もとより先ほどまで顔も名前も知らない仲だったのだ。妙に互いを絡めた付け焼き刃の連携攻撃は逆に足を引っ張り合うだけである。そういうのが必要なら、潔く身を引いてクィーンに任せるべきだ。
踏んではならない地雷の位置を確認する。ゴールフラッグを明確に立てる。ただ、今はそれだけでいい。
さぁ――。足元の砂利を蹴り上げて、トーシャはギラリと牙を光らせた。
「――俺様を折れるもんなら折ってみろ! 絶対てめーなんかに負けたりしねーからなッ……あぁん!?」
アイテムボックスから投擲可能ギリギリのサイズの武器を取り出した。
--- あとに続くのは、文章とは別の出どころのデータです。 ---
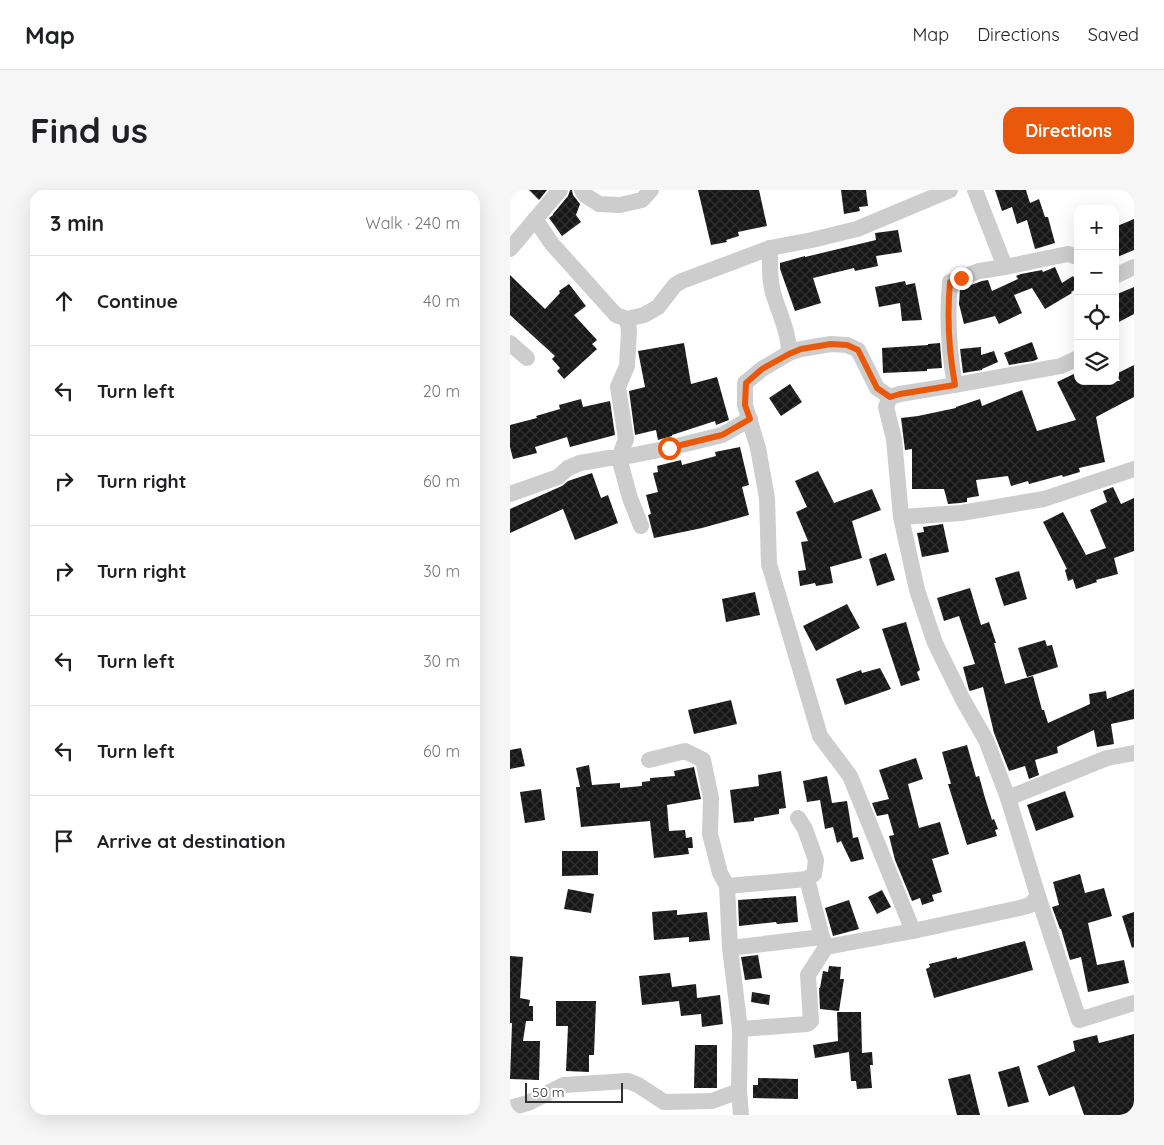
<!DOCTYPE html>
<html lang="en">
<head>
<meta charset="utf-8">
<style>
	:root { --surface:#fff; --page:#f6f6f6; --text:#202124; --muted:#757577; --line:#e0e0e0; --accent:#ea580c }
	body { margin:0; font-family:Quicksand,sans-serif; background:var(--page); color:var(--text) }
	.controls { position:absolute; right:15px; top:15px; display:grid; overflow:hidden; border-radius:10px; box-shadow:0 5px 20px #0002 }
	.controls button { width:45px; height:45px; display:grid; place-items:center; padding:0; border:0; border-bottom:1px solid var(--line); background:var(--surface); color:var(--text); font:25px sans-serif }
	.scale { position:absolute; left:15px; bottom:12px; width:98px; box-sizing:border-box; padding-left:5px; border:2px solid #303030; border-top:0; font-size:14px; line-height:18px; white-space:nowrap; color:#303030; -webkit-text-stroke:4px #fff; paint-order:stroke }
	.stop { position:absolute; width:15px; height:15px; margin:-11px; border:4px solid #ea580c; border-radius:50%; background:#fff }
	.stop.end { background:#ea580c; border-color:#fff; box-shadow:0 1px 5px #0008 }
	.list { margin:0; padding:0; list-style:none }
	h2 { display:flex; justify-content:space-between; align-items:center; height:65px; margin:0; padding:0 20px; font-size:21px }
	h2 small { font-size:16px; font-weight:400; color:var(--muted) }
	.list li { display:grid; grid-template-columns:32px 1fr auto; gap:15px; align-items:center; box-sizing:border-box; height:90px; padding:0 20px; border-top:1px solid var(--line) }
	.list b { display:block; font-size:19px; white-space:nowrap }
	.list em { font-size:16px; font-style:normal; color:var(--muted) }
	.icon { flex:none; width:28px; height:28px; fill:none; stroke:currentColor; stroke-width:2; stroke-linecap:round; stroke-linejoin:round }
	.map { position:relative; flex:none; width:624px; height:925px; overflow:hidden; border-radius:15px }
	header { display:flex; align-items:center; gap:30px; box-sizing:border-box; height:70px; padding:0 25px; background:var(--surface); border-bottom:1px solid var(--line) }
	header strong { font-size:24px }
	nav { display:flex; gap:28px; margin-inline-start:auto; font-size:18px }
	.intro { display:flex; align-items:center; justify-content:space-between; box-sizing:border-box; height:120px; padding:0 30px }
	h1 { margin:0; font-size:35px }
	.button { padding:12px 22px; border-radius:15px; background:var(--accent); color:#fff; font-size:18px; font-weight:700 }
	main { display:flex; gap:30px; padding:0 30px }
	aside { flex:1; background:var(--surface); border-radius:15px; box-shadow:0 5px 20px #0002 }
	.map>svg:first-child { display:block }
	.building { fill:url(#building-cross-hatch) }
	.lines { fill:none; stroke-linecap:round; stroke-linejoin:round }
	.minor { stroke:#cdcdcd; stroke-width:16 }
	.route { stroke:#ea580c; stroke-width:6 }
</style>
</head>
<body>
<header>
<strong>Map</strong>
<nav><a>Map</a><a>Directions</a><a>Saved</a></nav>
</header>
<div class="intro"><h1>Find us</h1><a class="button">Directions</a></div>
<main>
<aside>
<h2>3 min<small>Walk · 240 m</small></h2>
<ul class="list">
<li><svg class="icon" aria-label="ahead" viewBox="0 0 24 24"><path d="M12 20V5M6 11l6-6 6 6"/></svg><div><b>Continue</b></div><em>40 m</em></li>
<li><svg class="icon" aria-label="left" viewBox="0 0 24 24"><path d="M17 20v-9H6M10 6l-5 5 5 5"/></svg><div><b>Turn left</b></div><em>20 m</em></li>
<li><svg class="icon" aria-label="right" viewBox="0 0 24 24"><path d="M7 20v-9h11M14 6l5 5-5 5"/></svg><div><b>Turn right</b></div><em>60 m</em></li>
<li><svg class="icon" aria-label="right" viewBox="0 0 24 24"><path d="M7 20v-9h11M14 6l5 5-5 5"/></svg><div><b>Turn right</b></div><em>30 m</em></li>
<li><svg class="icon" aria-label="left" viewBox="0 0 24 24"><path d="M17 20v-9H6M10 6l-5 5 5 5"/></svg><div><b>Turn left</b></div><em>30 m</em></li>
<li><svg class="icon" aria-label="left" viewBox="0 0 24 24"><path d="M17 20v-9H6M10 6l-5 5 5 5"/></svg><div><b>Turn left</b></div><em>60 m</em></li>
<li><svg class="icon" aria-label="arrive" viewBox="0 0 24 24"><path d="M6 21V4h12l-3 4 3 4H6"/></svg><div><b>Arrive at destination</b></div></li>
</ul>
</aside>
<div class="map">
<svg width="624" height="925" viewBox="0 0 624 925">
	<defs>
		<pattern id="building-cross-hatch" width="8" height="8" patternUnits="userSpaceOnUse" patternTransform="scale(1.25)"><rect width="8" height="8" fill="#171717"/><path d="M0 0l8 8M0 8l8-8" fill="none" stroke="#303030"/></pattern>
	</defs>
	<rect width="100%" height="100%" fill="#fff"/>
	<g class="building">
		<polygon points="19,0 37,0 29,10"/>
		<polygon points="60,0 62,0 63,5 70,14 66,25 71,32 52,46 39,28 43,25 43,24 58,6"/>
		<polygon points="188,0 249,0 257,36 228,42 229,46 216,50 217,52 201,55"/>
		<polygon points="331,0 356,0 358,16 349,17 350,21 334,24"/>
		<polygon points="485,0 516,0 520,13 529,9 535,27 538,27 545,53 525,59 517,30 507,34 502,17 492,21"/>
		<polygon points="624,29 624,60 605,68 605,37"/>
		<polygon points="388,40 392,62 366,66 368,76 345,81 344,78 303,88 311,113 285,121 270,79 270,73 295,66 295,67 366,50 365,43"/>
		<polygon points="545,77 552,93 563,86 568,94 568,98 561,102 562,103 535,119 522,98 504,105 512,123 489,134 485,126 454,134 449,114 450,99 472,91 478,90 482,101 508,89 506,86 511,84 532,80 533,82"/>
		<polygon points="0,85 35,119 50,103 49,101 59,94 76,116 64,125 87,150 82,154 87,159 54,189 47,181 50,178 42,169 45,166 0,125"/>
		<polygon points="395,91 396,95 405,93 412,130 392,131 390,113 369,117 365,97"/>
		<polygon points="624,97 624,124 605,134 605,105"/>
		<polygon points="522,152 528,169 523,171 499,175 494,163"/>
		<polygon points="174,153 181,194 207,187 219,230 206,235 205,231 162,245 162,246 148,250 146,240 125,245 119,201 135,197 128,161"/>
		<polygon points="430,153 432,178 417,179 417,181 373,183 372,158 418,155 418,154"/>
		<polygon points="471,157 471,165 484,161 488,172 472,179 472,180 453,183 450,159"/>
		<polygon points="624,175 624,207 586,227 595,272 569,278 570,282 553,287 552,285 519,294 518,291 501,296 498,286 466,290 469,306 457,308 457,312 450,313 438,314 434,299 402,299 402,259 395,260 391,228 408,226 446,218 446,217 470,209 472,216 512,200 527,241 566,230 547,192 566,183 568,187 568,191 610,191 606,184"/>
		<polygon points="280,194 292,212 271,226 259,208"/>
		<polygon points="71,209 73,217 100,211 105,245 60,257 57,247 25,257 27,263 3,269 0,257 0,235 27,228 26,226 50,219 49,215"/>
		<polygon points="230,257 239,295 232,297 239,325 192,338 144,348 138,325 141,324 136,305 148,302 143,283 148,282 147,276 171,270 172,275 206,266 205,262"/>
		<polygon points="308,281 324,313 362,299 371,320 342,331 352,368 320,377 323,393 306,396 305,393 290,396 288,381 296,380 291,352 298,351 286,322 297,317 285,291"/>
		<polygon points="82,283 91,308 98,305 108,333 65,350 53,319 0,343 0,319 52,296 58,291"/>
		<polygon points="603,297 611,314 624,308 624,361 604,368 608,384 586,390 587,392 566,399 563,389 558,391 555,380 557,379 533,332 553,322 576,365 596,358 580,320 597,312 593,301"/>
		<polygon points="433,334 439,362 412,367 407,343 414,342 413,337"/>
		<polygon points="376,363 385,390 367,396 359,369"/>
		<polygon points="509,381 517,409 494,416 485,388"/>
		<polygon points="460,398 471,435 479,432 486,453 484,453 495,494 523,486 532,520 534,520 538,533 580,514 579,504 596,501 597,509 624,499 624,529 601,534 604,554 587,557 584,540 547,557 548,563 525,570 529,585 519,589 515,576 499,581 484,543 473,497 460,501 459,500 453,477 465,474 449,426 434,431 427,408"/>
		<polygon points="245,402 250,425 216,432 212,409"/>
		<polygon points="337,414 350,438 306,461 293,436"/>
		<polygon points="396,432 410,480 407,482 410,490 391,496 372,439"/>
		<polygon points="535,450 537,456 542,455 548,477 517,487 508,458"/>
		<polygon points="370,478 381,499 335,515 326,489 351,480 352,483"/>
		<polygon points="221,510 227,534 184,544 178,520"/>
		<polygon points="457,555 466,587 469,586 475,608 482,630 484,629 488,639 485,640 487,646 457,655 438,594 441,594 432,562"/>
		<polygon points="11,558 15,576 0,579 0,560"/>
		<polygon points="406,568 413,589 398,594 409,638 430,632 439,664 422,669 432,702 422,705 424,711 412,715 410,708 402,711 385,670 379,646 384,645 378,624 367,626 362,613 379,609 369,580"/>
		<polygon points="79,575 82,595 110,593 110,598 132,596 132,592 140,591 140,588 165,586 164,581 184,577 191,609 157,615 159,641 175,640 176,648 182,647 183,658 178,658 179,664 144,668 140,631 71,637 66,597 70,597 66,578"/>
		<polygon points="271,581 276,618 269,619 269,624 244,628 244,631 224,633 220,600 249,596 248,585"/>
		<polygon points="317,586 322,613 337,611 343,648 348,647 354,669 341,672 331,651 327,653 323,637 315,639 310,610 297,612 293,591"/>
		<polygon points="31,599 35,630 15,633 10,602"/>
		<polygon points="555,601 564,627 526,641 517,615"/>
		<polygon points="52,661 88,661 88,685 52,686"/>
		<polygon points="570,684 575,703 594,698 602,726 578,733 587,775 614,770 619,793 578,802 571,767 560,770 551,739 550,739 542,717 549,715 543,692"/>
		<polygon points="58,699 84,704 81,723 54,719"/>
		<polygon points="372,700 381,717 367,724 358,707"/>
		<polygon points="286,706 288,732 267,734 266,732 229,736 228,710"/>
		<polygon points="339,710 349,739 323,746 315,718"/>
		<polygon points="167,720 167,725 197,722 200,750 179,752 179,747 144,750 142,722"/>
		<polygon points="624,722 624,757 622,758 612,726"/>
		<polygon points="515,751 523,780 424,808 416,779 420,777 419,774 447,767 447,769"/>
		<polygon points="248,765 252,788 235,790 231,767"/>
		<polygon points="0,766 13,767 10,808 20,810 19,816 23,816 23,831 16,831 13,851 30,851 29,890 0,889 2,833 0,833"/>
		<polygon points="319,776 331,777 330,789 334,789 329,821 310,819 309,798 310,798 313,781 318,782"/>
		<polygon points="160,783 162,797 186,794 187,808 210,805 213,834 192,837 191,824 171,826 169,811 132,815 129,786"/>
		<polygon points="242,802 260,805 259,815 241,812"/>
		<polygon points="46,811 86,811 84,865 79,865 79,882 56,881 58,836 46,836"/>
		<polygon points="327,822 351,822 352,863 362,862 363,875 360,875 362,898 347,899 346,891 341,891 339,862 305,868 303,855 328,851"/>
		<polygon points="624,844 624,925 574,925 564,896 539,906 527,876 565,861 563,851 587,845 589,853"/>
		<polygon points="185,855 207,855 207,898 184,898"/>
		<polygon points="509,876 519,912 498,917 488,882"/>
		<polygon points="460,884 470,925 447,925 438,889"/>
		<polygon points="248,888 288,889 288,909 243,908 243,895 248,895"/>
	</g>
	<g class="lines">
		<g class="minor">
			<polyline points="72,0 75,5 89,14 110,15 132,10 141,0"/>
			<polyline points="465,0 495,77"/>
			<polyline points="25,29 42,54 106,125 117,129 134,125 148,117 165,95 172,91 260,58 302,50 347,39 440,0"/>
			<path d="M 260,58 C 260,74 259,91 264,106 C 270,125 279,143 279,163 L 252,179 L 235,193 L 235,215 L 248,258 L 257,308 L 259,374 L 310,546 L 340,586 L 403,741"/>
			<polyline points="0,59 50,0"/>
			<polyline points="605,86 624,77"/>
			<polyline points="117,129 119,141 117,176 108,197 116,249 109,268 120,308 131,336"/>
			<polyline points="0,153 17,168"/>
			<polyline points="279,163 291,159 321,154 337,155 348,160 367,198 380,207"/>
			<polyline points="568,168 551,176 445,195 390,204 380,207 376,217 384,249 391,327 407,400 425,453 453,510 476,550 498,608 528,706 569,830 624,813"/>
			<path d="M 445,195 C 439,163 437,125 440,92 L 469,81 L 495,77 L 548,66 L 558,64 L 568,67"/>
			<polyline points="0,304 48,287 58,278 70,273 99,268 109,268 159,258 212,245 240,229"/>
			<polyline points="391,327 451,323 534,309 624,279"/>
			<polyline points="139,570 175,561 193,570 201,608 200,644 210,683 217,696 220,758 230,839 229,901 231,925"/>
			<polyline points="498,608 597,568 624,563"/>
			<polyline points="297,689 312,747 316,757 403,741 510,718 520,715 528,706"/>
			<polyline points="217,696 297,689 304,684 306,670 295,639 288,628"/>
			<polyline points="220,758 312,747"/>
			<polyline points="230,839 297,834 301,831 298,785 316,757"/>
			<polyline points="0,918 18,913 54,895 118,891 128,895 154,912 202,911 229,901"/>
		</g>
	</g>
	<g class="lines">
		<path class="route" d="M 159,258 L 212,245 L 240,229 L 235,215 L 236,193 L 252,179 L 279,164 L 291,159 L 321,154 L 337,155 L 348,160 L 367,198 L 380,207 L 390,204 L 445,195 C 439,162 437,125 440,92 L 451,88"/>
	</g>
</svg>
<div class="controls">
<button>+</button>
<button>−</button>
<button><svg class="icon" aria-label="locate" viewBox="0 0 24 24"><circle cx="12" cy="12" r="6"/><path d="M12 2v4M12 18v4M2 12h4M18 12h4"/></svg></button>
<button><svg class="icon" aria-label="layers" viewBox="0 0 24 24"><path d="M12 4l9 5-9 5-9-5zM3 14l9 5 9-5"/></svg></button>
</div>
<div class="scale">50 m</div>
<div class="stop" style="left:159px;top:258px"></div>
<div class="stop end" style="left:451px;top:88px"></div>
</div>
</main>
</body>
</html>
本来ならトーシャより筋力のステータスが1ランク上のアバターが装備して振り回すことを推奨される、ゴテゴテとした大きな刃が映えるスピアである。
助走のアクションの勢いを活かす。スピアを両手で支え、慣性の重みで肘と肩と腰が悲鳴を上げた。
そのまま抉り取られてしまいそうなほどの衝撃。踏み込んだ足のつま先がぐっと地面を掴み、それに堪えて――。
放つ。それは綺麗な放物線を描き、黒い泥の中に沈んでいった。
「………………」
「せめてリアクションしろ! 『あれだけ大口叩いといてなんだあのヘロヘロ投擲ぷっ』とか『うっわなんもなしかよ爆破どうした爆破』とかっ……お願いしますなんか言ってください」
「……もう折れそうになってどうする」
淡々と吐き捨て、ジンが自前の槍を横薙ぎに払った。
オレンジの光が弧を描き、黒い泥が破裂した。一片の靄が晴れる。だが焼け石に水だ。
それだけ、相手は広く――大きい。